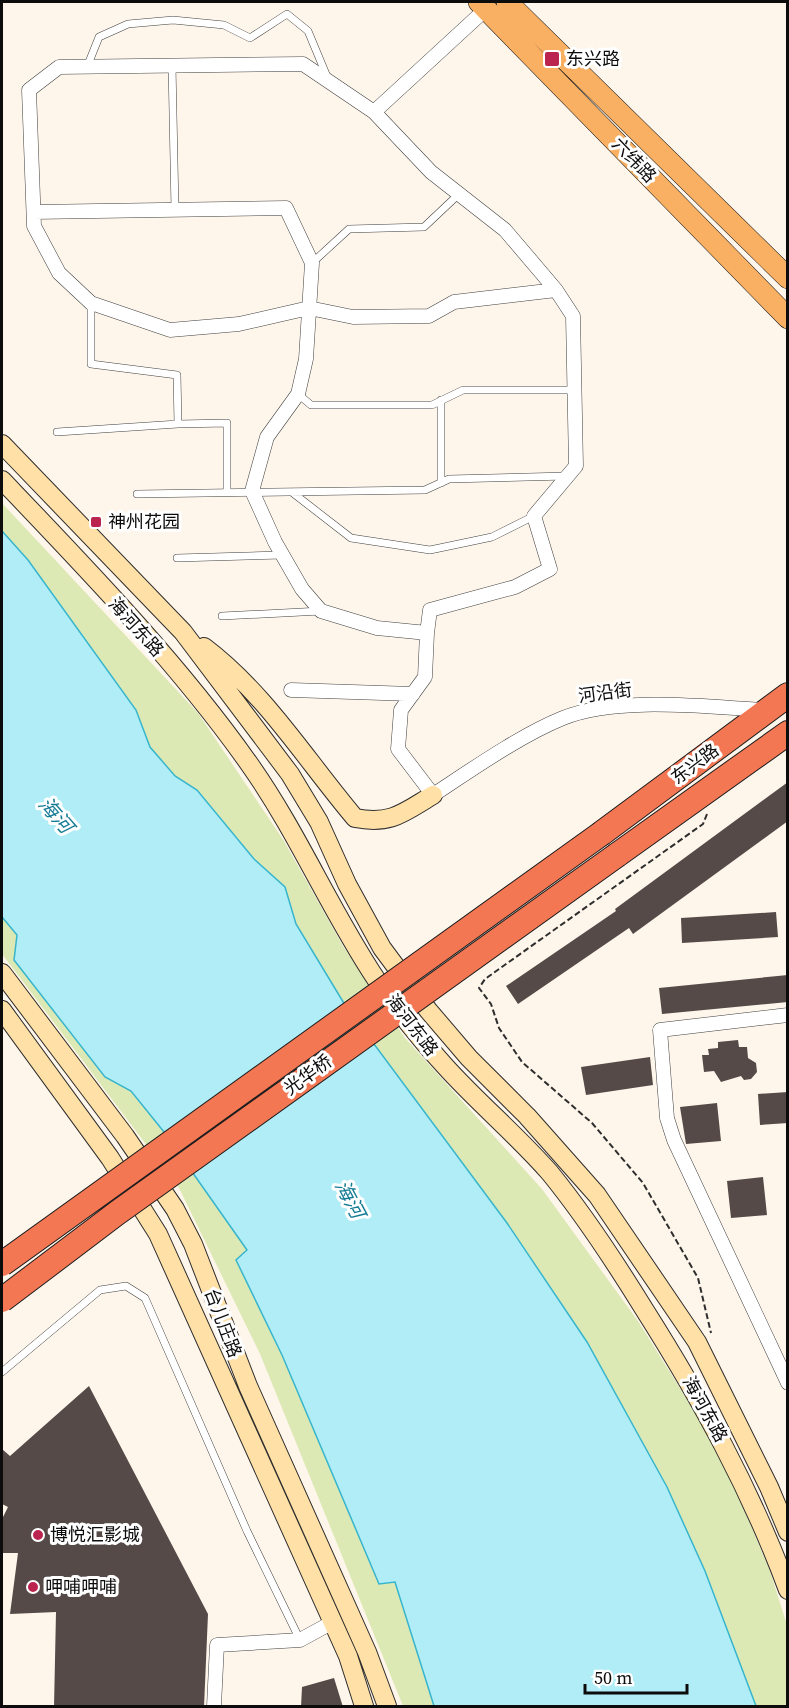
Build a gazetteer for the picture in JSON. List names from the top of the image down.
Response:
{
  "streets": {
    "highway": ["东兴路", "光华桥"],
    "main road": ["六纬路", "海河东路", "台儿庄路"],
    "street": ["河沿街"]
  },
  "crossings": [
    ["河沿街", "东兴路"],
    ["东兴路", "光华桥"]
  ],
  "water": ["海河"],
  "places": {
    "transit": ["东兴路", "神州花园"],
    "other": ["博悦汇影城", "呷哺呷哺"]
  },
  "scale_bar": "50 m"
}
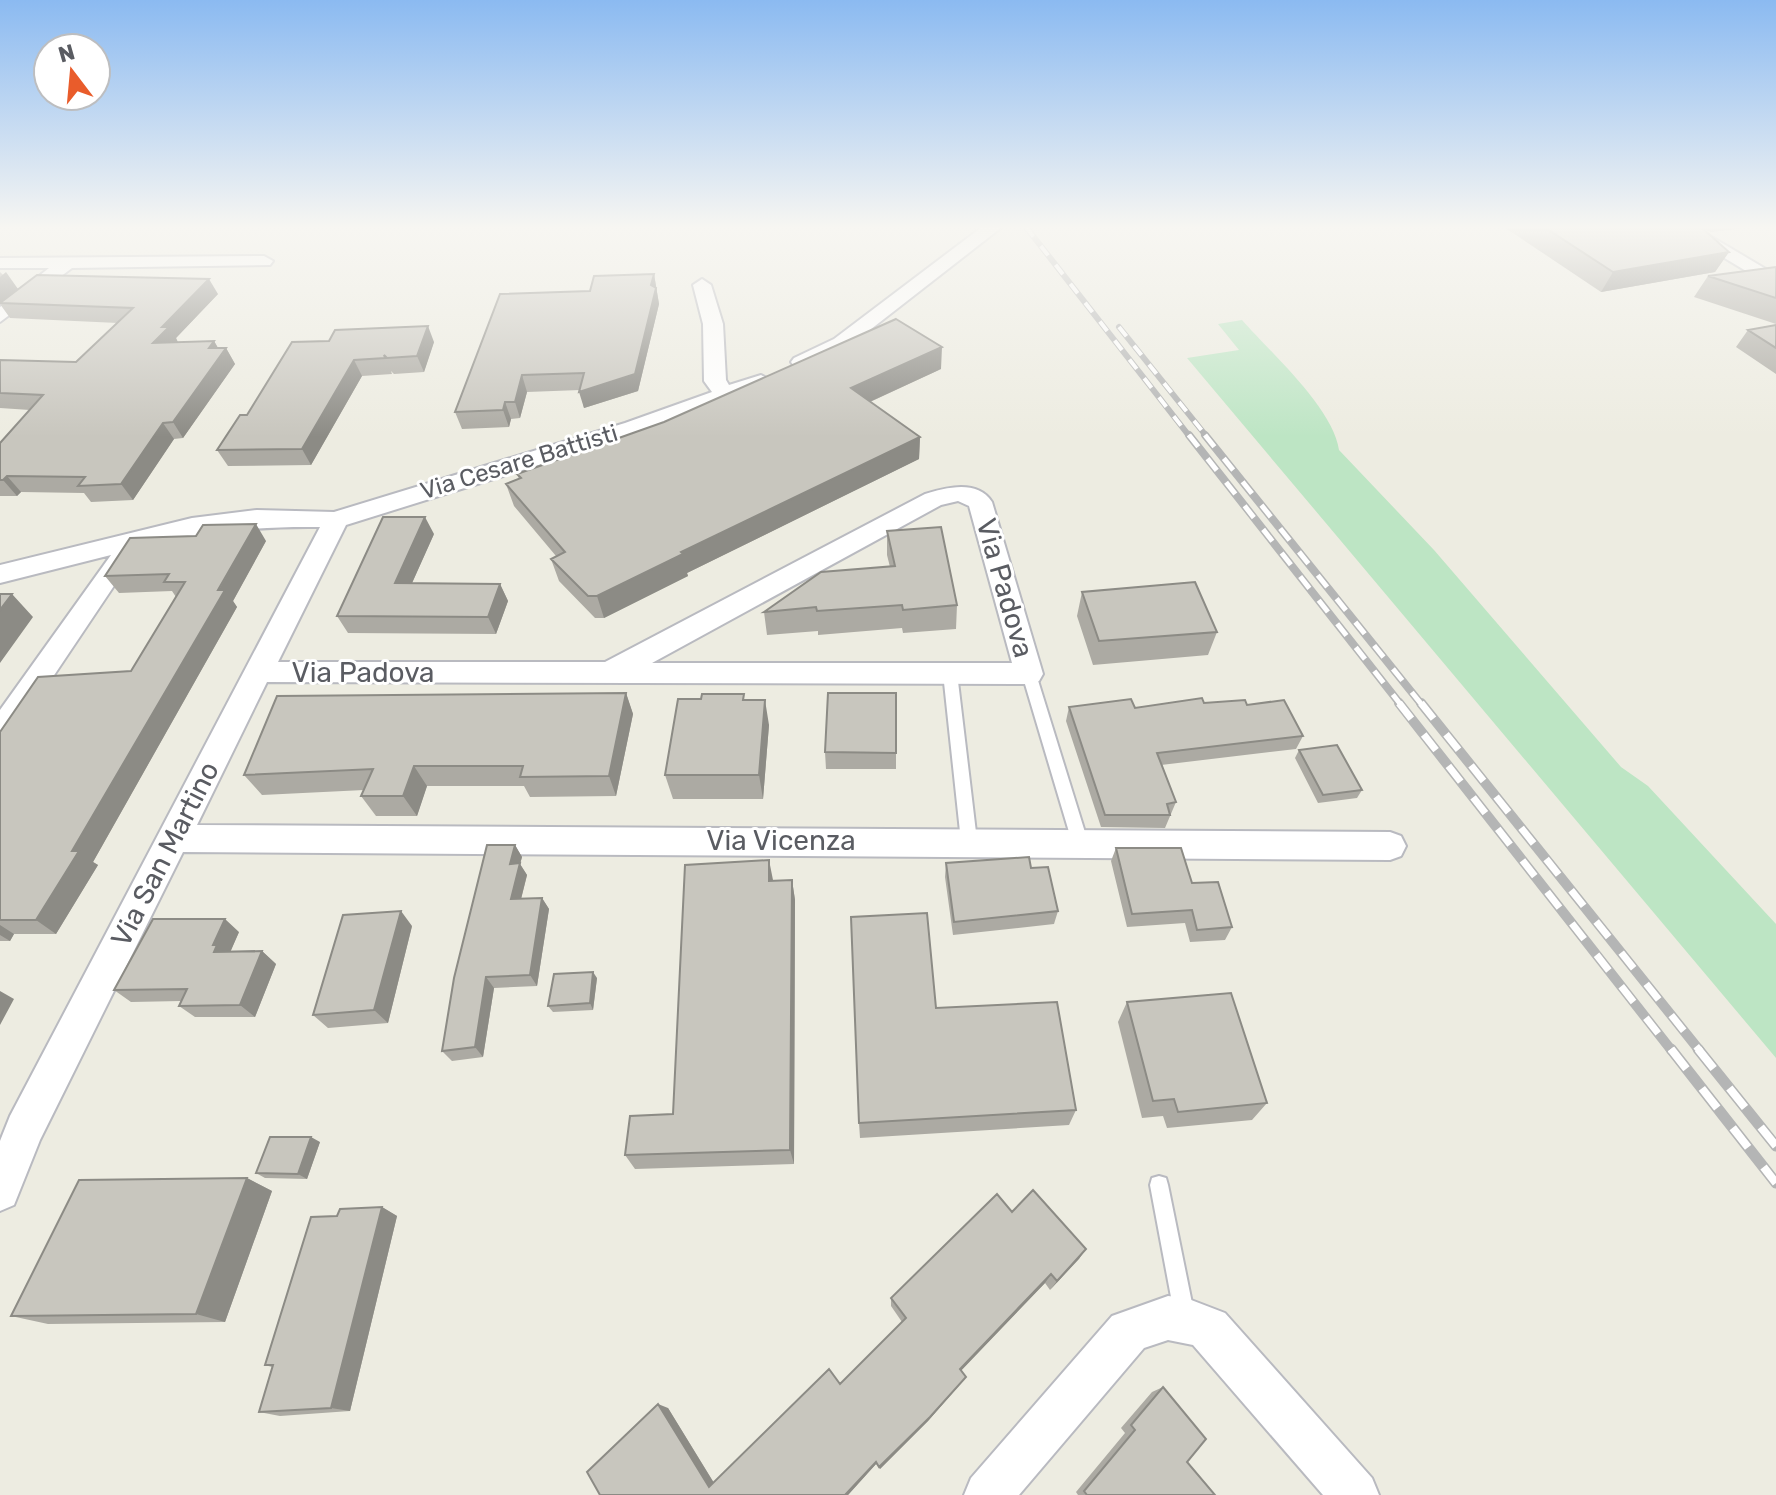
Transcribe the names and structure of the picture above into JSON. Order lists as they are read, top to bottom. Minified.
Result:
{"streets":{"street":["Via Cesare Battisti","Via Padova","Via Vicenza","Via San Martino"]},"crossings":[["Via Cesare Battisti","Via San Martino"],["Via Padova","Via San Martino"],["Via Vicenza","Via San Martino"]],"north":"top"}
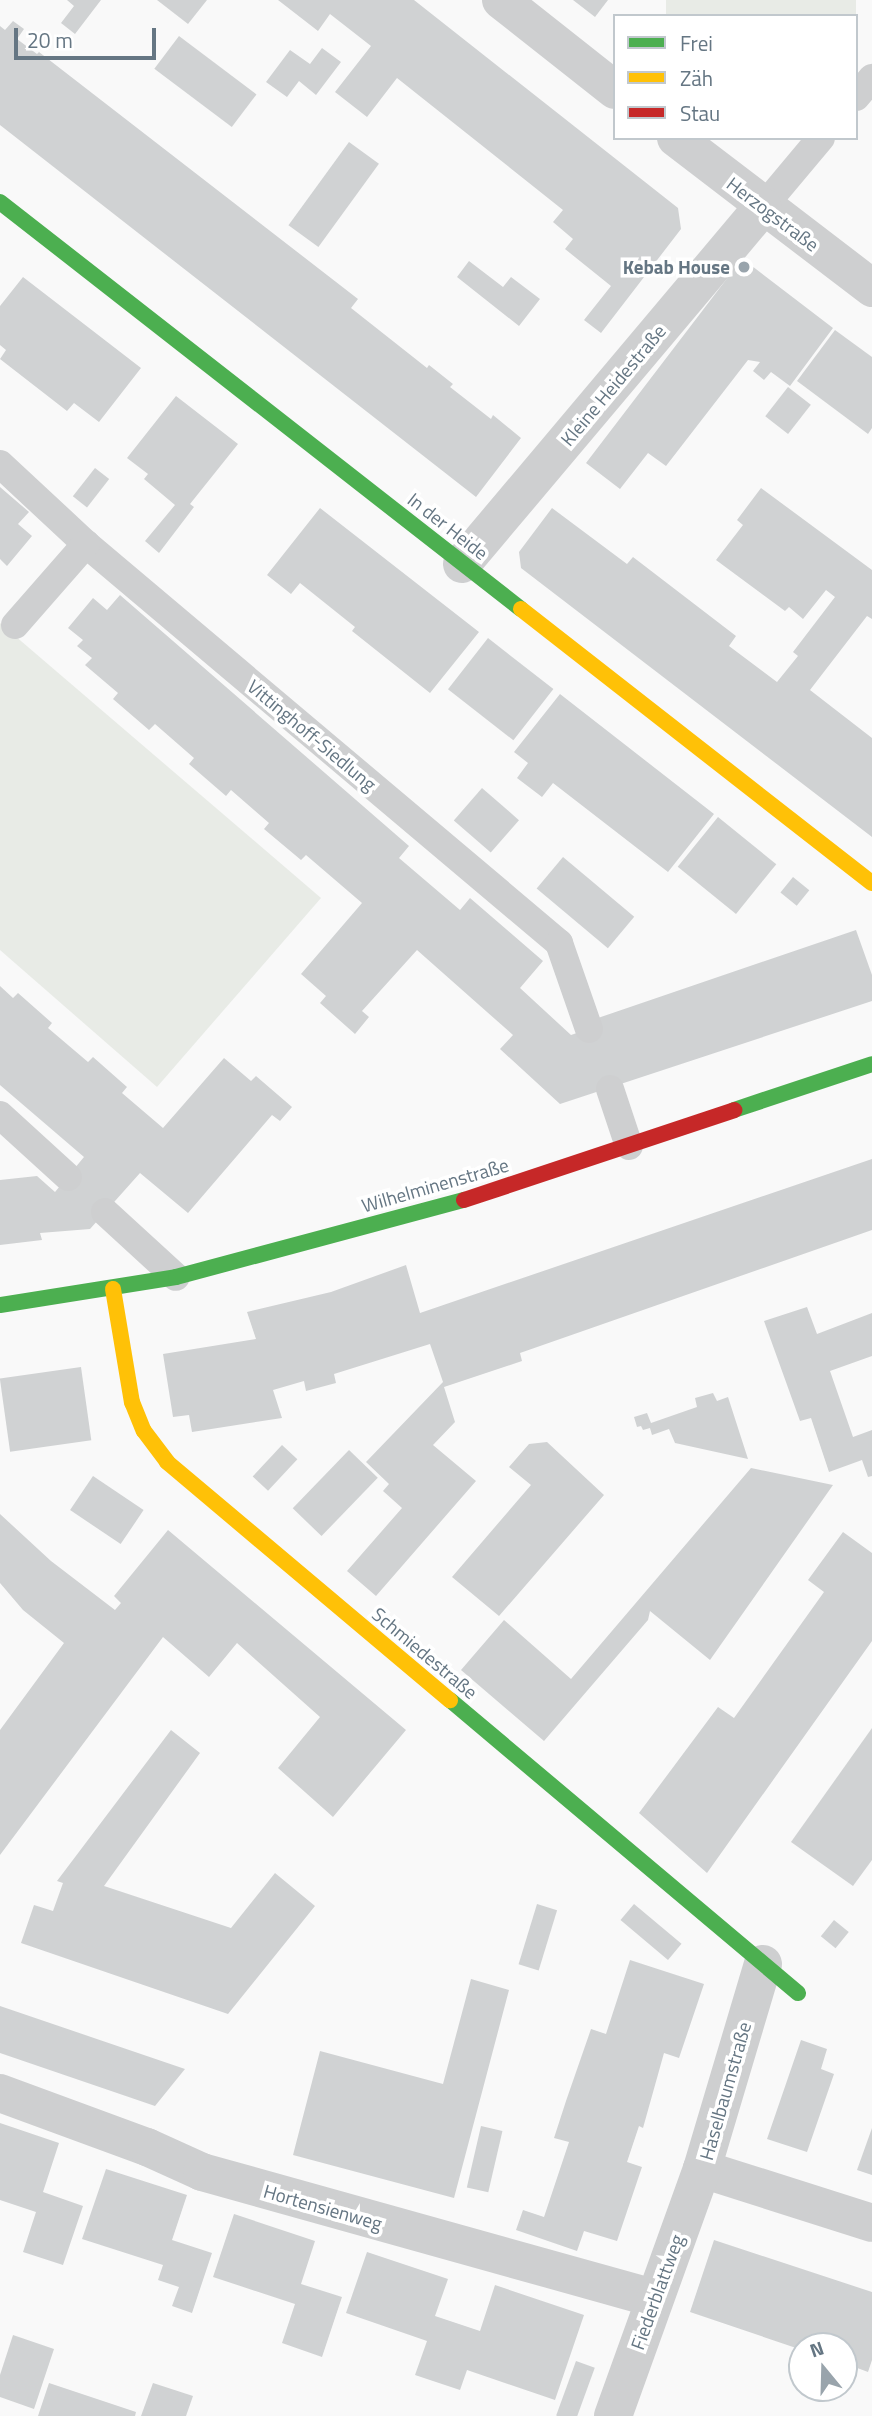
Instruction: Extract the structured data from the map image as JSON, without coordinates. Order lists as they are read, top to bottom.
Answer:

·····

### [To do]
Your answer should reproduce every line of the data verbatim and include no images.

### [Problem solution]
Build a gazetteer for the picture in JSON. List names from the top of the image down.
Response:
{
  "streets": {
    "highway": ["东兴路", "光华桥"],
    "main road": ["六纬路", "海河东路", "台儿庄路"],
    "street": ["河沿街"]
  },
  "crossings": [
    ["河沿街", "东兴路"],
    ["东兴路", "光华桥"]
  ],
  "water": ["海河"],
  "places": {
    "transit": ["东兴路", "神州花园"],
    "other": ["博悦汇影城", "呷哺呷哺"]
  },
  "scale_bar": "50 m"
}
Transcribe the names and structure of the picture above into JSON. Order lists as they are read, top to bottom. Minified.
Result:
{"streets":{"street":["Via Cesare Battisti","Via Padova","Via Vicenza","Via San Martino"]},"crossings":[["Via Cesare Battisti","Via San Martino"],["Via Padova","Via San Martino"],["Via Vicenza","Via San Martino"]],"north":"top"}
Instruction: Extract the structured data from the map image as JSON, without coordinates. Order lists as they are read, top to bottom.
Answer:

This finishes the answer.